Neue Notiz
Der Leuchtturm
Einsame Männer
THE LIGHTHOUSE erzählt von zwei Männern, deren Einsatz als Leuchtturmwärter auf einer einsamen Felseninsel länger dauert als geplant, bis die Nahrung und der Alkohol knapp werden.
Robert Eggers interessiert sich für den Wahnsinn, der aus Einsamkeit, Drogen, Aberglaube, Hunger und Isolation entsteht. Sein erster Film THE WITCH erzählte von einer amerikanischen Siedlerfamilie im 18. Jahrhundert, in der nach dem rätselhaften Verschwinden eines Babys Hexenglauben und Paranoia ausbrechen. THE LIGHTHOUSE erzählt von zwei Männern, deren Einsatz als Leuchtturmwärter auf einer einsamen Felseninsel länger dauert als geplant, bis die Nahrung und der Alkohol knapp werden. Eggers Film kreuzt den realistischen Horror von Jack London – vor allem dessen Kurzgeschichte “In a Far Country“, in der zwei Männer den dunklen Polarwinter am Yukon zu überleben versuchen – mit den fantastischen und ironischen Meereshorrorgeschichten von H.P. Lovecraft und den existentialistischen, wortgewaltigen Seemannsgeschichten von Herman Melville und hat es tatsächlich geschafft, daraus ein faszinierendes, spannendes, komisches und sehr bedrohliches Monstrum von einem Film zu produzieren.
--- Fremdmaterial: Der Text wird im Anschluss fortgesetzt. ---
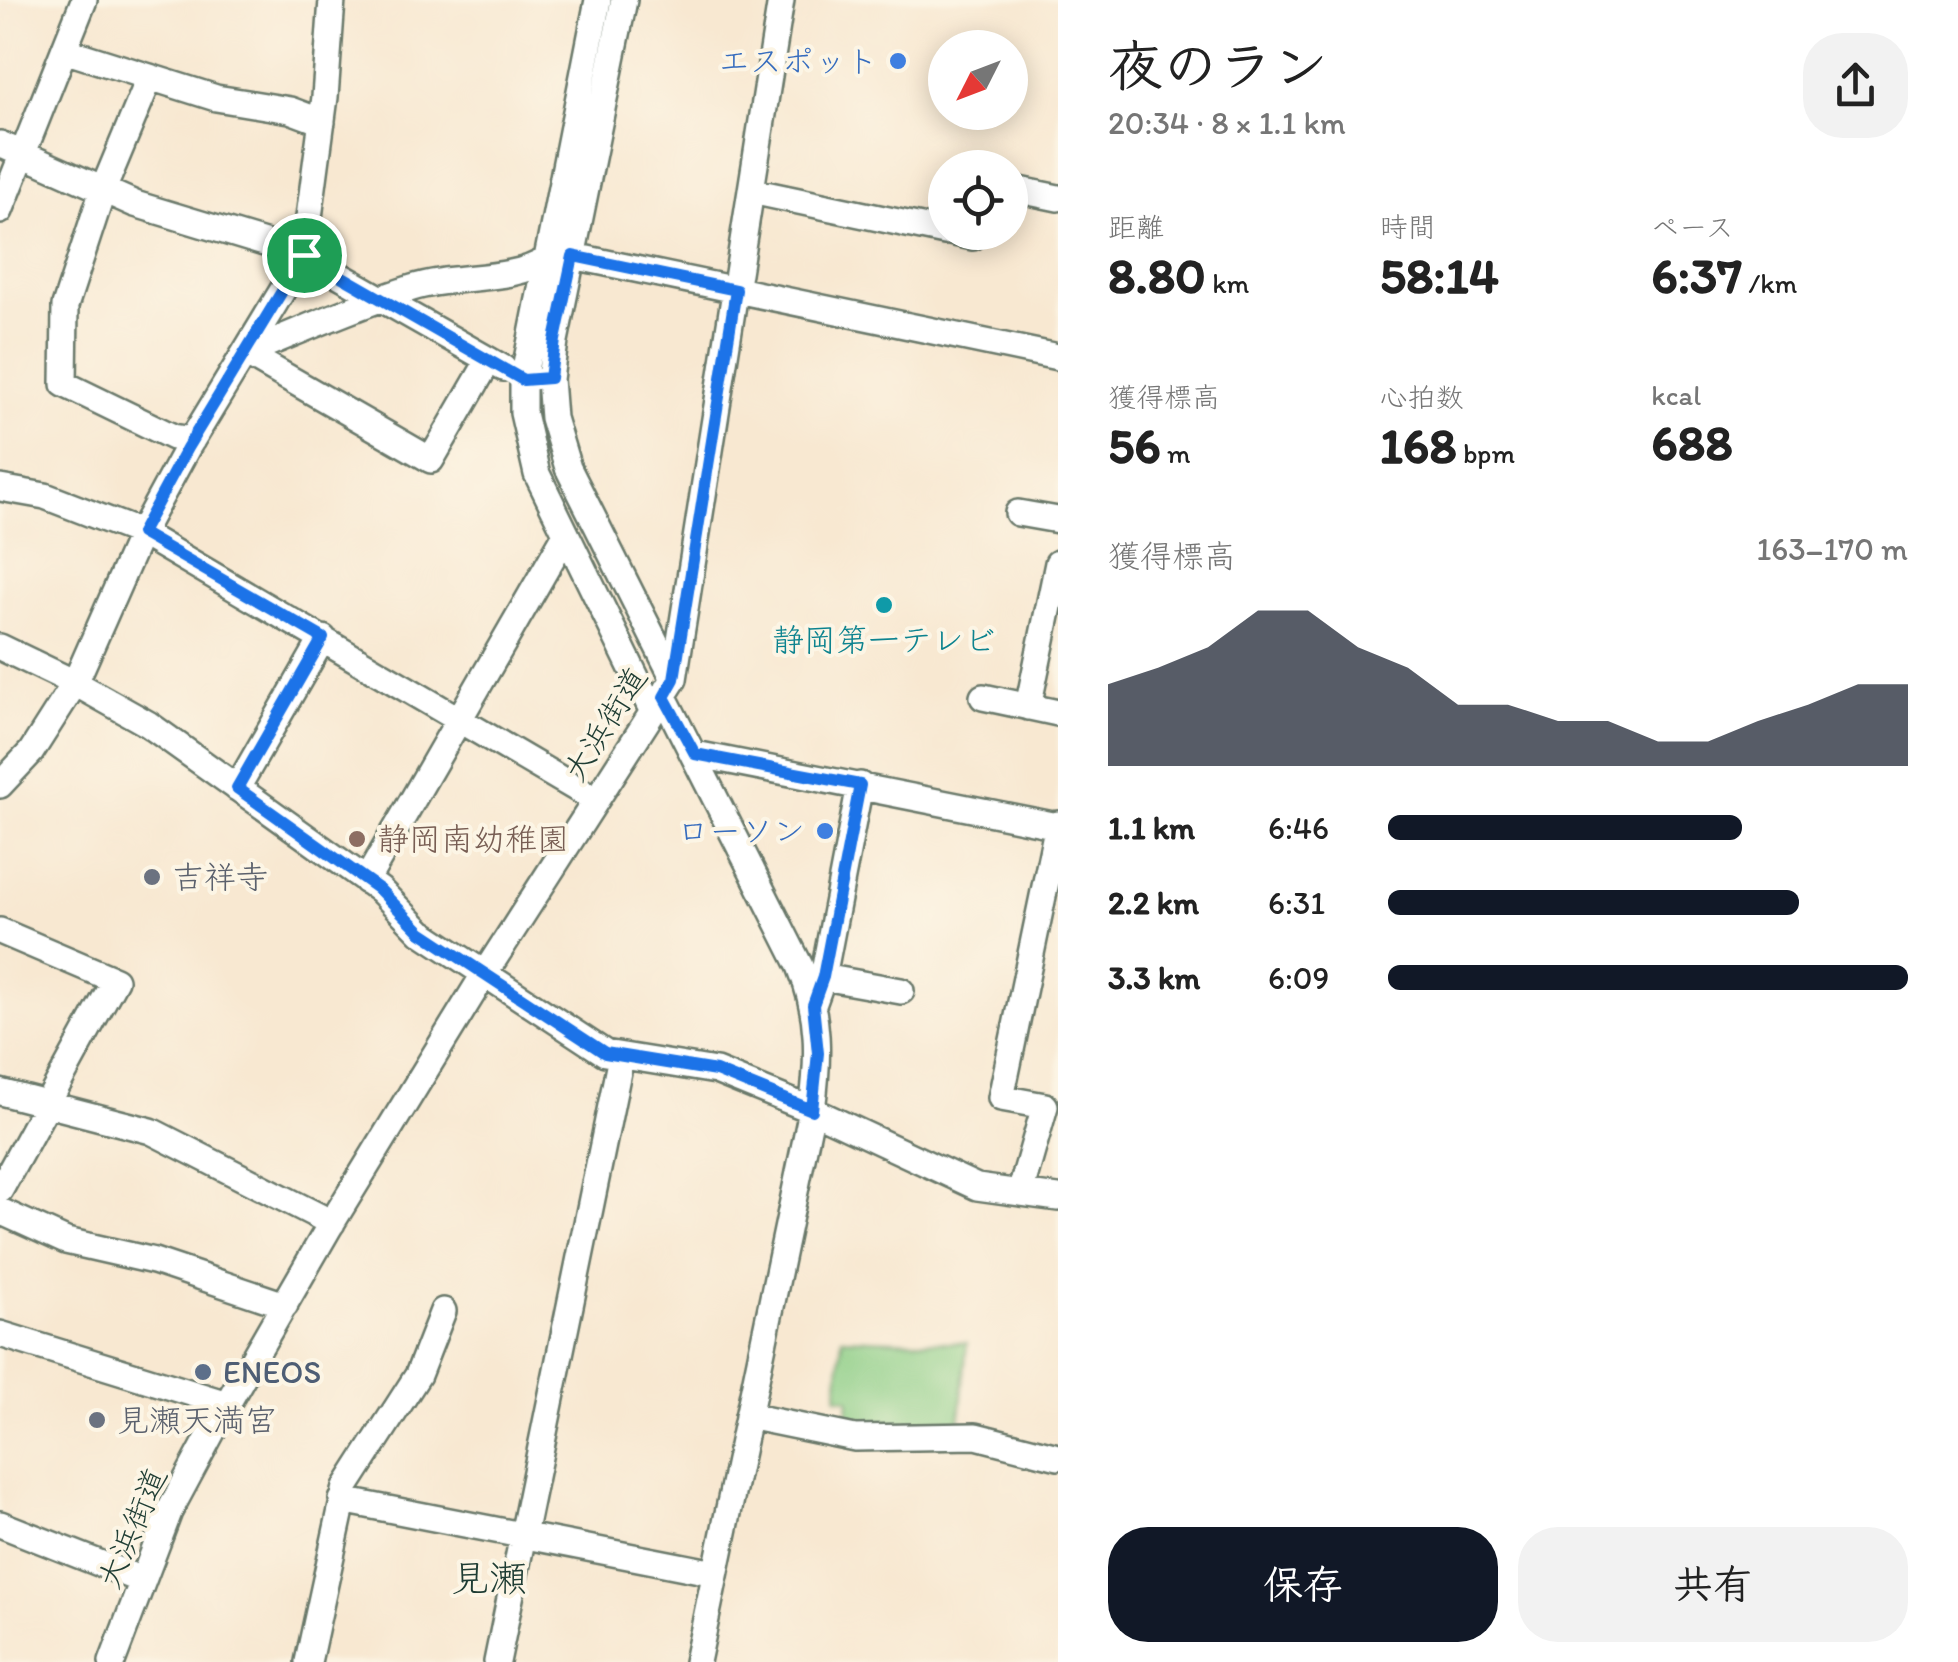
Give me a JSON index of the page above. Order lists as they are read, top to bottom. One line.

Das erste Bild sieht aus wie eine der „Seascapes“-Fotografien des japanischen Fotographen Hiroshi Sugimoto, der die Grenze zwischen Meer und Himmel mal als klare Trennung zwischen zwei Grautönen zeigt, mal als einen nebligen Verlauf. Es sind Bilder, die so ruhig wie bedrohlich wirken können, aber immer eine Dimension besitzen, die über ihre Materialität hinaus zu weisen scheint. In Eggers Film ist der Horizont über dem nebligen Meer nicht auszumachen. Aus dem sanften Grau, das die Leinwand ausfüllt, bildet sich erst allmählich die Silhouette eines Schiffs heraus. An seinem Bug stehen die beiden Männer, von denen der Film erzählen wird, und schon dieses erste Bild deutet an, dass sie in einem gleichgültigen Nichts verschwinden werden. Das Meer, das sie überqueren, ist real und zugleich der das Totenreich umschließende Acheron.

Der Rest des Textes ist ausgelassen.